Copy out each line featuring the string "limit" from the entries beneath.

- Saved data entries:
------------------------------

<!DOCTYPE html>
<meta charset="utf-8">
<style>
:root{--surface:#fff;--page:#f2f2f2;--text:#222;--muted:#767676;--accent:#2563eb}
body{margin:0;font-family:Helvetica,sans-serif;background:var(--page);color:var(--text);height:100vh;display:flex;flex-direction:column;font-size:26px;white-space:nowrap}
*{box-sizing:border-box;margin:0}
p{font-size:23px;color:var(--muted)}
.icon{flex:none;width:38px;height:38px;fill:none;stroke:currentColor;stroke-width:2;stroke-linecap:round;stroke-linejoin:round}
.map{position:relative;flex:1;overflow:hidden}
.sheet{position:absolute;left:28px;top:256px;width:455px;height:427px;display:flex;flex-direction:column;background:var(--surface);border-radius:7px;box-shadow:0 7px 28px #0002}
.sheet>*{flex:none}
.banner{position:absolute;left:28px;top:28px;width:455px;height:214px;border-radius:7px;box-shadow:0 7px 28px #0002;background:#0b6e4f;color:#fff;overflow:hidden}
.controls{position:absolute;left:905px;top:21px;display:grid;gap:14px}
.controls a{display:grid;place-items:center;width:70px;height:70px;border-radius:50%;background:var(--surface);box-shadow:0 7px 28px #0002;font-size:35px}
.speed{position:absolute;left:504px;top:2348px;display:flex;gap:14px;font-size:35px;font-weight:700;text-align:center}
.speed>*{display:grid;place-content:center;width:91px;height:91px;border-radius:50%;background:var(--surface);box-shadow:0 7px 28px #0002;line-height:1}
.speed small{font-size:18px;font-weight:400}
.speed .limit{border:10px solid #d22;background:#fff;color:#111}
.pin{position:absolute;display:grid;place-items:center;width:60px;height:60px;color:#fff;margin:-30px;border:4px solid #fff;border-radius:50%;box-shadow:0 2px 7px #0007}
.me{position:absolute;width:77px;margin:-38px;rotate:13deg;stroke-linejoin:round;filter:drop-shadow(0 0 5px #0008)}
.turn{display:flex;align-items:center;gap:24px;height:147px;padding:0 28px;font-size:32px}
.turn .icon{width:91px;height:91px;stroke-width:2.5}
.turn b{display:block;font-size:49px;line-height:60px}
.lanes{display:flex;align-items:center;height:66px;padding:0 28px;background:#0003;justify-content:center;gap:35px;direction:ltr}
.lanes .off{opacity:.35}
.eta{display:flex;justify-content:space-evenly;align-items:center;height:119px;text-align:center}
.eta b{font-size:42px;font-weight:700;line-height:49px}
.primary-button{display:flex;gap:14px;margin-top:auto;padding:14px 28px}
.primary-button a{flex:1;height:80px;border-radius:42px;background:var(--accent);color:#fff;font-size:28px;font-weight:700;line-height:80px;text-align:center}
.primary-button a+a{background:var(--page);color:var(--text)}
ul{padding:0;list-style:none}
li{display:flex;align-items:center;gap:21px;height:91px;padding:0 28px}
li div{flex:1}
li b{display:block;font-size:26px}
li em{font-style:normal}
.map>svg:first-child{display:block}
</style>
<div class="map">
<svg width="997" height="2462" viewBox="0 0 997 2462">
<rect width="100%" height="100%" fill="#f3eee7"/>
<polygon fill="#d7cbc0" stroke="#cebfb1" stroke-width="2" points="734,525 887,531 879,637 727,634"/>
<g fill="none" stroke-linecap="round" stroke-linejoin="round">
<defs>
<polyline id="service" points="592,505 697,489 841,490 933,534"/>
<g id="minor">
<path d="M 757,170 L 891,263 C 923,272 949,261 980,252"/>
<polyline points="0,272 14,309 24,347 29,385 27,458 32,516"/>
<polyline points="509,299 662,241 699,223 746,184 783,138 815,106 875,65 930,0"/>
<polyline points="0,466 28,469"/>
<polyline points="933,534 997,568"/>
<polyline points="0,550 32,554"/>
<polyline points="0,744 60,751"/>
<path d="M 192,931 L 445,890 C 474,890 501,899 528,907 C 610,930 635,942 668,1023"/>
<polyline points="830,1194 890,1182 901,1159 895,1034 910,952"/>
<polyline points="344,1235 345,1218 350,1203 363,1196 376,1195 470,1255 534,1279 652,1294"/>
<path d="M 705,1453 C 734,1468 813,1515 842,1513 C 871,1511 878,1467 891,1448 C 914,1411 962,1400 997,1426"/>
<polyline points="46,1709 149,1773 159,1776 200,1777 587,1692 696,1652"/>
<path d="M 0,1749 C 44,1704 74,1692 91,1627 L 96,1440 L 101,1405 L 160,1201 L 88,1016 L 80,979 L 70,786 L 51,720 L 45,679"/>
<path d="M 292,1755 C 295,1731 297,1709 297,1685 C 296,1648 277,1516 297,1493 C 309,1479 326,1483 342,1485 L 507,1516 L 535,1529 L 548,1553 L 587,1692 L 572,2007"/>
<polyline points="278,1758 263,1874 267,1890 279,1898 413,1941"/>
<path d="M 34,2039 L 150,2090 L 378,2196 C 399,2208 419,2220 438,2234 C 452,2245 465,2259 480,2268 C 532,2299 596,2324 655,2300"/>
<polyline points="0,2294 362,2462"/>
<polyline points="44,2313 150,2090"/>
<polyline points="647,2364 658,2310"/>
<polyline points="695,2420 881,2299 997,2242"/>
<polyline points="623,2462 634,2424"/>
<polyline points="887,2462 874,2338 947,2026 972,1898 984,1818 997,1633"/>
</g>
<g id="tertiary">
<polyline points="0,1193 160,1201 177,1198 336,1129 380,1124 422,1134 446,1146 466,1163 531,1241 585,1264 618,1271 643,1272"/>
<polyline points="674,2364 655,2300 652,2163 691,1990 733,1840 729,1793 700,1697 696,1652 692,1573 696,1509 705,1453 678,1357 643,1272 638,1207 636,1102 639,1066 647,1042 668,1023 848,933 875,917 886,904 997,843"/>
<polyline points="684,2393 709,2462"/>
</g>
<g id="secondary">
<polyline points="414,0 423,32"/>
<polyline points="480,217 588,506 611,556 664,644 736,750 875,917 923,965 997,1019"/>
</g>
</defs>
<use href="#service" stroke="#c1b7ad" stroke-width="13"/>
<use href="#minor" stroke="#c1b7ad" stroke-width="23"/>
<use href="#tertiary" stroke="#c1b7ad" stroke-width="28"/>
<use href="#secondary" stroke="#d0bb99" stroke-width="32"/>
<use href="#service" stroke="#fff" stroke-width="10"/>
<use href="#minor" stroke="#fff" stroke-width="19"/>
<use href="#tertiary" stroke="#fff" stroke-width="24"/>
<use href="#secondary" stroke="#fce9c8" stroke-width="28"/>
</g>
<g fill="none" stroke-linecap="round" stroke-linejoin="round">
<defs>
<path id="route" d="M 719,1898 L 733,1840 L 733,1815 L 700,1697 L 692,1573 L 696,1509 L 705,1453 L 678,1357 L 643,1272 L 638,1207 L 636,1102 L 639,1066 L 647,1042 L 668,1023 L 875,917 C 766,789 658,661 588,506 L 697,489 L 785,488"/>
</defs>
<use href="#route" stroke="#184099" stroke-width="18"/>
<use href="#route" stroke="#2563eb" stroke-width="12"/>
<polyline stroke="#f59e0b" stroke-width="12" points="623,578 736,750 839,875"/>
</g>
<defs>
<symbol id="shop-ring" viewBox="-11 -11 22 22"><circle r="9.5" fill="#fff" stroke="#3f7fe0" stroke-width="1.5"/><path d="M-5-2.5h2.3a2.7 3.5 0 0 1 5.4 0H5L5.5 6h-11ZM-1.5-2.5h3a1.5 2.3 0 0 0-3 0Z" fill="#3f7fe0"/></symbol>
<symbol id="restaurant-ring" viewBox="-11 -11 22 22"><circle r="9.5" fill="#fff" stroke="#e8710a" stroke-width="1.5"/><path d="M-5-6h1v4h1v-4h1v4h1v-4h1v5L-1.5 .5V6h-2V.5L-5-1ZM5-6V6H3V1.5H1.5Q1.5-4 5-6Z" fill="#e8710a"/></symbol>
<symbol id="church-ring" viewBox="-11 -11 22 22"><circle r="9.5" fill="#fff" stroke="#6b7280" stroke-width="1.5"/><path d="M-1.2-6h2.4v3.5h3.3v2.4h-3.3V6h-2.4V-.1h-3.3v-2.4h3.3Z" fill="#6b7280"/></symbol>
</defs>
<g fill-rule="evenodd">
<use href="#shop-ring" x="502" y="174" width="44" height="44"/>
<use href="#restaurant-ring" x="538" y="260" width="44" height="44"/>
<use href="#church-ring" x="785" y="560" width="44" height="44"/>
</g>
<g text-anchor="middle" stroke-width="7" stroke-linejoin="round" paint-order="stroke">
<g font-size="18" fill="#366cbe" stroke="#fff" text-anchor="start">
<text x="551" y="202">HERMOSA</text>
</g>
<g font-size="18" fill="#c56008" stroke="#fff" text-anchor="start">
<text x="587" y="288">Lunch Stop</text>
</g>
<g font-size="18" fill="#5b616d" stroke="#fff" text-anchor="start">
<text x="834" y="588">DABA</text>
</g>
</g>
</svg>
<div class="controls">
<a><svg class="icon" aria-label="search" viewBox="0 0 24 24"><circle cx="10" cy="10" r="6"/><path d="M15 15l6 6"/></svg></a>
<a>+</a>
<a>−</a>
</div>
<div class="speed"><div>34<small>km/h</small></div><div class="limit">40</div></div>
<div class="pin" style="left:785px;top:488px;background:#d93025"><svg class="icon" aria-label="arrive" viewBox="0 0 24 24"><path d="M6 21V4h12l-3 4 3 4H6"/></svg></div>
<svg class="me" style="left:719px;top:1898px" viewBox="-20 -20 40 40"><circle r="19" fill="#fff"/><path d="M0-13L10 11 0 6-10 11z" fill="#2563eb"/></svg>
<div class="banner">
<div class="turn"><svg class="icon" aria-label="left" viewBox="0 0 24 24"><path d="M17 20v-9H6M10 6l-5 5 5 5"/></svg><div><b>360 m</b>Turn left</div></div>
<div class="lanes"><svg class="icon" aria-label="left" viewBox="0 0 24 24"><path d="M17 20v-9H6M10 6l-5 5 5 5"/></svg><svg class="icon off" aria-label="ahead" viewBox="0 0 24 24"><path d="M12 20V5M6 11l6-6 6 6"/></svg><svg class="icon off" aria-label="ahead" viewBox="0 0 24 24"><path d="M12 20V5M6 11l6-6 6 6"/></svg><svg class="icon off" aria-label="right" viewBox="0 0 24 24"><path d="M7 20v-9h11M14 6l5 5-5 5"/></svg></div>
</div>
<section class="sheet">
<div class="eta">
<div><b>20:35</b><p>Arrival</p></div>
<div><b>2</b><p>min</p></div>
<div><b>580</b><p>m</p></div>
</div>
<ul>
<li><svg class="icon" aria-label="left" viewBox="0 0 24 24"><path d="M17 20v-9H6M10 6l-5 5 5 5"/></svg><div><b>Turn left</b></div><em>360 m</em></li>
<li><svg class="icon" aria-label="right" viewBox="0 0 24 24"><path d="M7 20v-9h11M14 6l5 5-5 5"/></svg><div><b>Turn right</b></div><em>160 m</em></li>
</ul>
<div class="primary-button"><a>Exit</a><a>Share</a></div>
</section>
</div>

------------------------------

- Response for this exercise:
.speed .limit{border:10px solid #d22;background:#fff;color:#111}
<div class="speed"><div>34<small>km/h</small></div><div class="limit">40</div></div>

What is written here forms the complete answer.